Jōchō (定朝; died 1057 AD), also known as Jōchō Busshi, was a Japanese sculptor of the Heian period. He popularized the yosegi technique of sculpting a single figure out of many pieces of wood, and he redefined the canon of body proportions used to create Buddhist imagery. His style spread across Japan and defined Japanese sculpture for the next 150 years. Today, art historians cite Jōchō as "the first of a new kind of master sculptor" and "one of the most innovative artists Japan has ever produced."

==Career==
Jōchō trained at the Kōfuku-ji, a temple in Nara. By 1020, he was an artist of some renown with a studio in Kyoto. At this time, Fujiwara no Michinaga, the greatest of the Fujiwara regents of the Heian period, commissioned him to decorate the Hōjōji, a temple that Fujiwara had founded. Jōchō's efforts there earned him the title Hokkyō (Master of the Dharma Bridge) in 1022, a rare accolade for a sculptor.

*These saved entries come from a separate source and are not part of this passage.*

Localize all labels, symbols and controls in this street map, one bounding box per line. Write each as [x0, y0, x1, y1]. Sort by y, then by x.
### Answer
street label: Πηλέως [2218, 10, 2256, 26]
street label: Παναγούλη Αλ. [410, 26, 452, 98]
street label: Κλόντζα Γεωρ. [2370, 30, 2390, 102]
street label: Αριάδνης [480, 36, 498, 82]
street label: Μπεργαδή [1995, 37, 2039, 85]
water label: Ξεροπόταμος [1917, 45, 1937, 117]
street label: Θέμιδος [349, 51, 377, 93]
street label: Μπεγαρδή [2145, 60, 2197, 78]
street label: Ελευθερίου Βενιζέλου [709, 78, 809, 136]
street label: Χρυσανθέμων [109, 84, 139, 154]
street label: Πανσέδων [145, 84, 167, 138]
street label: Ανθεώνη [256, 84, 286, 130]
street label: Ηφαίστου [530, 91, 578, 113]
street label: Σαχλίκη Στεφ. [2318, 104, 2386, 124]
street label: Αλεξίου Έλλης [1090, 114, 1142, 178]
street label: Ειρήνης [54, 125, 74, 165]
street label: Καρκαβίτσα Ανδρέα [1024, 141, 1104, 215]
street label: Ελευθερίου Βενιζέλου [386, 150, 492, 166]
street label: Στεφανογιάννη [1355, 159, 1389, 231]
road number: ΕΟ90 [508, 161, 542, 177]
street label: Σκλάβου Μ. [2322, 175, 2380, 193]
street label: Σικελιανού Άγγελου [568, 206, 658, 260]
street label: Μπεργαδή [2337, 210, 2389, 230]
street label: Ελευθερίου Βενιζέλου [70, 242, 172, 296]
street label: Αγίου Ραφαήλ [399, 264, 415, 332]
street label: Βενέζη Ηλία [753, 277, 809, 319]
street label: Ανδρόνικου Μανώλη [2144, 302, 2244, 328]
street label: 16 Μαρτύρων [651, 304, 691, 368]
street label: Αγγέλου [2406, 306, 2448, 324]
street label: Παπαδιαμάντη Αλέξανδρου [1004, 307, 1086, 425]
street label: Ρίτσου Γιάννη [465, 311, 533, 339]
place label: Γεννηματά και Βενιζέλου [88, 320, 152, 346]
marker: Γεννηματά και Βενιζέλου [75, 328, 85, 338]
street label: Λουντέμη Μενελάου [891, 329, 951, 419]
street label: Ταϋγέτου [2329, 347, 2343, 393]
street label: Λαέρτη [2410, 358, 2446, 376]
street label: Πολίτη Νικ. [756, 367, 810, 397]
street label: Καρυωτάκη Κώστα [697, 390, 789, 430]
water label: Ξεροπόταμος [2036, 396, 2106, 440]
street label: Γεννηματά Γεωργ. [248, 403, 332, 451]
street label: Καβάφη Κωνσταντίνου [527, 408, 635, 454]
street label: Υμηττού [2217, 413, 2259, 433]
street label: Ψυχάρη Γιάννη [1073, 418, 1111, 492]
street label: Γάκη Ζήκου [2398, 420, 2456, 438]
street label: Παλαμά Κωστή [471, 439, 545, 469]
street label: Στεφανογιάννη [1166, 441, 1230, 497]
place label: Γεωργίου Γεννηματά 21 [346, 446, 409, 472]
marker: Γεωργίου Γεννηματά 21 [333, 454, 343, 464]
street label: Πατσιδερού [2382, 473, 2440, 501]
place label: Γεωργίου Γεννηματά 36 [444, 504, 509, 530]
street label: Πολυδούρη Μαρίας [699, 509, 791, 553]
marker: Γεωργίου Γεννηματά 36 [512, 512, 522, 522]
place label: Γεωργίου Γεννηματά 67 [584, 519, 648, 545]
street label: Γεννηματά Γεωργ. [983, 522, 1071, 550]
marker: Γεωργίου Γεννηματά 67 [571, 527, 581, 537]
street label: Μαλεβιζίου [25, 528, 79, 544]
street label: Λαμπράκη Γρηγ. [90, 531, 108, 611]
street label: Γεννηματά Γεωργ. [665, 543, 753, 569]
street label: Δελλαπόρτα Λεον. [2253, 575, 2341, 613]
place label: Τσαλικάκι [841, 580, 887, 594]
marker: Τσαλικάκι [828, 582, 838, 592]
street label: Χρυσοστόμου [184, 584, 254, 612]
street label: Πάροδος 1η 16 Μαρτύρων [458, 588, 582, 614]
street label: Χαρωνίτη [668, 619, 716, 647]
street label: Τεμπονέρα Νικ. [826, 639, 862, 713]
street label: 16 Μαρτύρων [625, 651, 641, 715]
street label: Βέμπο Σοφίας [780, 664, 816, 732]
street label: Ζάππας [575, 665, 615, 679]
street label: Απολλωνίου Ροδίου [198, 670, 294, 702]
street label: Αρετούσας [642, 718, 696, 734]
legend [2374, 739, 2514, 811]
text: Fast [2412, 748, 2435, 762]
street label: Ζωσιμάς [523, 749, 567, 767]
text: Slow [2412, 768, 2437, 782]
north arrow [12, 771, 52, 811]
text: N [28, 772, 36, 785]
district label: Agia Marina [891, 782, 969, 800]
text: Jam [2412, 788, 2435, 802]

Jōchō later worked on sculpture for the Kōfuku-ji. This work earned him an even higher title, Hōgen (Master of the Dharma Eye). He or his school may also have sculpted nine wooden Amida figures at Jōruri-ji, a temple at Tomino-o.

Michinaga's son, Fujiwara no Yorimichi, gave Jōchō his next commission. The artist was to create an Amida statue for the Phoenix Hall of the Byōdō-in, a temple in Uji near Kyoto. Jōchō completed the piece sometime after 1052. This is the earliest of Jōchō's works to have survived to the present day, and many other pieces by him are still preserved at this temple.

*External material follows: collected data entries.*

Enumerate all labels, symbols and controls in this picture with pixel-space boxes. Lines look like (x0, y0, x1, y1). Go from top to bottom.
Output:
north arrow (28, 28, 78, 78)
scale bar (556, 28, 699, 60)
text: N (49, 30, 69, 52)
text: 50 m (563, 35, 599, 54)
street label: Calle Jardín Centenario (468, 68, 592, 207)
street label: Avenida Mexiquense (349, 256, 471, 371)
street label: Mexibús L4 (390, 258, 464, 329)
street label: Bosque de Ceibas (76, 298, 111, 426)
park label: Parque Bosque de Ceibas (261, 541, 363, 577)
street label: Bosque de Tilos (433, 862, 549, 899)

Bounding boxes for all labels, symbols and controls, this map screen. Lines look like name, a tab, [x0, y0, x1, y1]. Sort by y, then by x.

Jōchō and his studio are the first verifiable example of a school of Japanese art being perpetuated through Japan's guild-like inheritance system. Jōchō's techniques were passed on to his son, Kakujo, his grandsons, Injo and Raijo, his great-grandson, Kōjo, and ultimately Kōkei. The school started by this last artist would go on to revolutionize Japanese sculpture in the Kamakura period.

==Style==

Jōchō popularized the technique of creating a work from several smaller pieces of sculpted wood (yosegi). Although it limited the amount of surface detail the artist could carve into each piece, the method forced the sculptor to convey his intended message within these limits. This resulted in more refined and ethereal-looking pieces. More importantly, it allowed several assistants to work on the sculpture at once, greatly speeding the process. Jōchō, as the master, did the finishing work. The technique also led to systematized proportions of body parts and simple surface details, as these sped the creation of the constituent parts and the formation of the finished piece.

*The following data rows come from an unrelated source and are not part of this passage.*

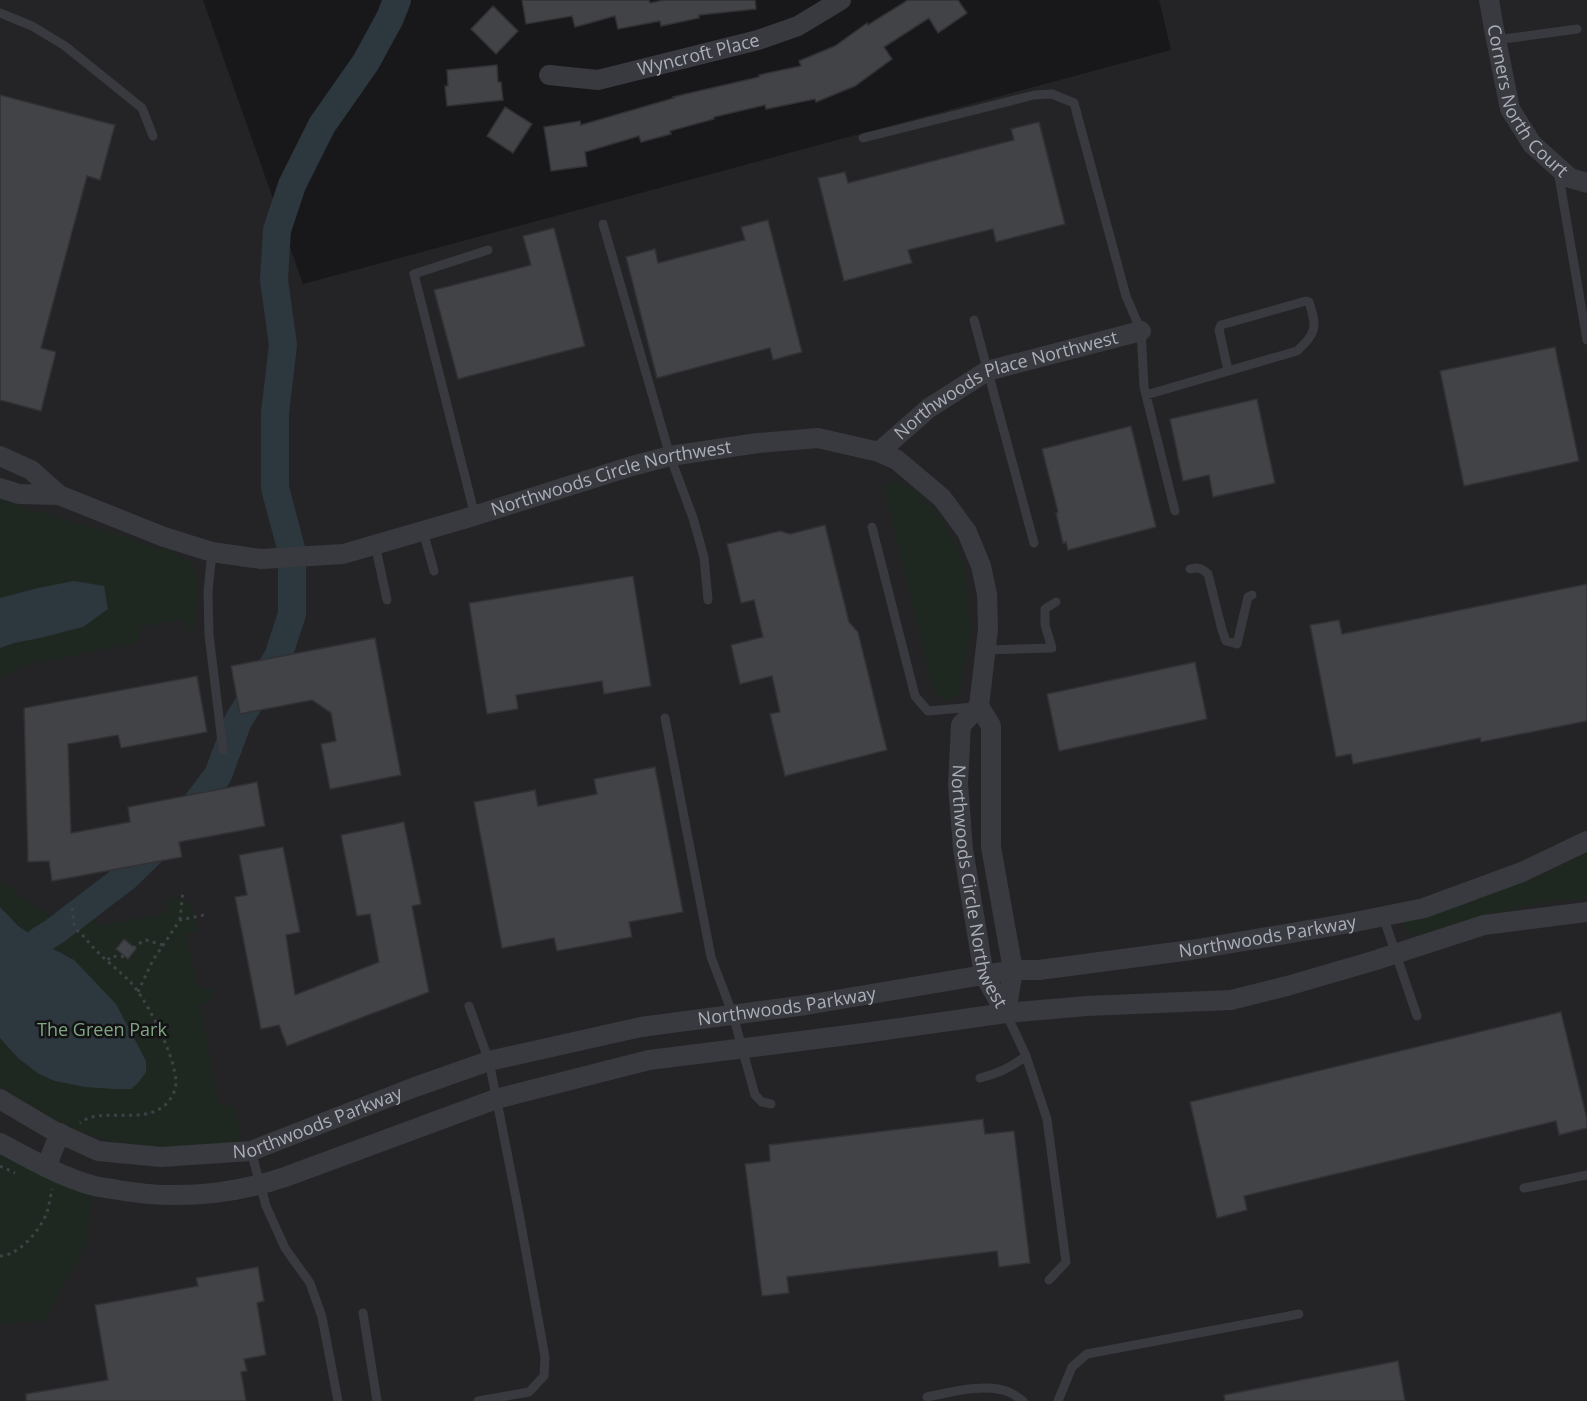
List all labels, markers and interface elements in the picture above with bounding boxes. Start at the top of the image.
street label: Corners North Court [1482,22,1574,182]
street label: Wyncroft Place [635,27,762,81]
street label: Northwoods Place Northwest [888,325,1120,444]
street label: Northwoods Circle Northwest [488,434,733,521]
street label: Northwoods Circle Northwest [947,764,1013,1012]
street label: Northwoods Parkway [1177,909,1359,963]
street label: Northwoods Parkway [696,980,878,1030]
park label: The Green Park [37,1017,167,1041]
street label: Northwoods Parkway [232,1080,406,1163]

Art historians often cite this new canon of body proportions as evidence of Jōchō's genius. He based the measurements on a unit equal to the distance between the sculpted figure's chin and hairline. The distance between each knee (in the seated lotus pose) is equal to the distance from the bottoms of the legs to the hair. The widely spaced and level knees thus form the base of a triangular design, conveying a feeling of stability and peace. The effect is further accentuated by the contrast of other elements in the design, particularly the figures' halos. These are intricately detailed, featuring dancing tennin, clouds, and flames. Jōchō's sculptures' expressions convey compassion and elegance, and the detailed and precise carving of the facial features projects a certain kindness.

The workshop method of dividing work among several craftsmen caught on, as did Jōchō's style. His school was imitated by sculptors across Japan for the over next 150 years, as Japanese sculpture degraded into a conformist orthodoxy before being reinvented in the Kamakura period.